Exercise => Down to the last line, restate the listing below exactly.
---+---
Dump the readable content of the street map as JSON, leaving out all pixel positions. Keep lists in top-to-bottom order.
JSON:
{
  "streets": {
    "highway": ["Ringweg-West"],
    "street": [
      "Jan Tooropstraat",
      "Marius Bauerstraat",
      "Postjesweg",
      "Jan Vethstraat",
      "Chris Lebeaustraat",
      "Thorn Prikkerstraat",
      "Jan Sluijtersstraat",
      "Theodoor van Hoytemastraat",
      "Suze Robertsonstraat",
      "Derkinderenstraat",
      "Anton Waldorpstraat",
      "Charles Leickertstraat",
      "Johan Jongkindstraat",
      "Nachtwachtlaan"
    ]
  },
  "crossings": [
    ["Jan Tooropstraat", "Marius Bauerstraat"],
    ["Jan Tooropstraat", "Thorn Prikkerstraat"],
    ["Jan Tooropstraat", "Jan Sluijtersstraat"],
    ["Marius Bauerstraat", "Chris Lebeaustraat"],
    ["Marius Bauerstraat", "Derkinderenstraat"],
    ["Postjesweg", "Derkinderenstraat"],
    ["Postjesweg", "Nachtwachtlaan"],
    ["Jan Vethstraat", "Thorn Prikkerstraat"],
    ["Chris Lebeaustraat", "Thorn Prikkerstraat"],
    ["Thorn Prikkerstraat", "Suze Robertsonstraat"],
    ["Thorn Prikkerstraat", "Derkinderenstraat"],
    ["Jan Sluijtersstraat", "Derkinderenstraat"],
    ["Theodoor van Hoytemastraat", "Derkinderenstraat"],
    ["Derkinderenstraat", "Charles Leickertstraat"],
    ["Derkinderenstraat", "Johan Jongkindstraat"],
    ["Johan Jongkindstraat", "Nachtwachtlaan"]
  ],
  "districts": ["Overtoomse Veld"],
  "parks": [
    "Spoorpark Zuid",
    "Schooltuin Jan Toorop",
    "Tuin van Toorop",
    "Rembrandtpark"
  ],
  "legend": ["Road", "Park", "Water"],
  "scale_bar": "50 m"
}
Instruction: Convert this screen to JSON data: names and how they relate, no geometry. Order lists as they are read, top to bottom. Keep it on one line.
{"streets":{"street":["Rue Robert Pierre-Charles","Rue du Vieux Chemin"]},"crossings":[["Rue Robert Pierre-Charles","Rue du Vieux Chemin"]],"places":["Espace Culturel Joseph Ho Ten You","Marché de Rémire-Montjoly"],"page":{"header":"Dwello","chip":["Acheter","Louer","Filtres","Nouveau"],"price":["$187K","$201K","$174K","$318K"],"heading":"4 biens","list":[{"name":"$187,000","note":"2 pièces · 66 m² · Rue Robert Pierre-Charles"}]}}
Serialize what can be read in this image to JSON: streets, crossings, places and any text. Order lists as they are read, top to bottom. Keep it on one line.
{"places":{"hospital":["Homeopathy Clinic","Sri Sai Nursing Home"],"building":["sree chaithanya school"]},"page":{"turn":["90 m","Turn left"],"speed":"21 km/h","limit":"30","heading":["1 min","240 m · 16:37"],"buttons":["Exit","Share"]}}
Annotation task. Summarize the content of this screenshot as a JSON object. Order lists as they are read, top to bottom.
---+---
Result =>
Dump the readable content of the street map as JSON, leaving out all pixel positions. Keep lists in top-to-bottom order.
JSON:
{
  "streets": {
    "highway": ["Ringweg-West"],
    "street": [
      "Jan Tooropstraat",
      "Marius Bauerstraat",
      "Postjesweg",
      "Jan Vethstraat",
      "Chris Lebeaustraat",
      "Thorn Prikkerstraat",
      "Jan Sluijtersstraat",
      "Theodoor van Hoytemastraat",
      "Suze Robertsonstraat",
      "Derkinderenstraat",
      "Anton Waldorpstraat",
      "Charles Leickertstraat",
      "Johan Jongkindstraat",
      "Nachtwachtlaan"
    ]
  },
  "crossings": [
    ["Jan Tooropstraat", "Marius Bauerstraat"],
    ["Jan Tooropstraat", "Thorn Prikkerstraat"],
    ["Jan Tooropstraat", "Jan Sluijtersstraat"],
    ["Marius Bauerstraat", "Chris Lebeaustraat"],
    ["Marius Bauerstraat", "Derkinderenstraat"],
    ["Postjesweg", "Derkinderenstraat"],
    ["Postjesweg", "Nachtwachtlaan"],
    ["Jan Vethstraat", "Thorn Prikkerstraat"],
    ["Chris Lebeaustraat", "Thorn Prikkerstraat"],
    ["Thorn Prikkerstraat", "Suze Robertsonstraat"],
    ["Thorn Prikkerstraat", "Derkinderenstraat"],
    ["Jan Sluijtersstraat", "Derkinderenstraat"],
    ["Theodoor van Hoytemastraat", "Derkinderenstraat"],
    ["Derkinderenstraat", "Charles Leickertstraat"],
    ["Derkinderenstraat", "Johan Jongkindstraat"],
    ["Johan Jongkindstraat", "Nachtwachtlaan"]
  ],
  "districts": ["Overtoomse Veld"],
  "parks": [
    "Spoorpark Zuid",
    "Schooltuin Jan Toorop",
    "Tuin van Toorop",
    "Rembrandtpark"
  ],
  "legend": ["Road", "Park", "Water"],
  "scale_bar": "50 m"
}
Instruction: Convert this screen to JSON data: names and how they relate, no geometry. Order lists as they are read, top to bottom. Keep it on one line.
{"streets":{"street":["Rue Robert Pierre-Charles","Rue du Vieux Chemin"]},"crossings":[["Rue Robert Pierre-Charles","Rue du Vieux Chemin"]],"places":["Espace Culturel Joseph Ho Ten You","Marché de Rémire-Montjoly"],"page":{"header":"Dwello","chip":["Acheter","Louer","Filtres","Nouveau"],"price":["$187K","$201K","$174K","$318K"],"heading":"4 biens","list":[{"name":"$187,000","note":"2 pièces · 66 m² · Rue Robert Pierre-Charles"}]}}
Serialize what can be read in this image to JSON: streets, crossings, places and any text. Order lists as they are read, top to bottom. Keep it on one line.
{"places":{"hospital":["Homeopathy Clinic","Sri Sai Nursing Home"],"building":["sree chaithanya school"]},"page":{"turn":["90 m","Turn left"],"speed":"21 km/h","limit":"30","heading":["1 min","240 m · 16:37"],"buttons":["Exit","Share"]}}
Annotation task. Summarize the content of this screenshot as a JSON object. Order lists as they are read, top to bottom.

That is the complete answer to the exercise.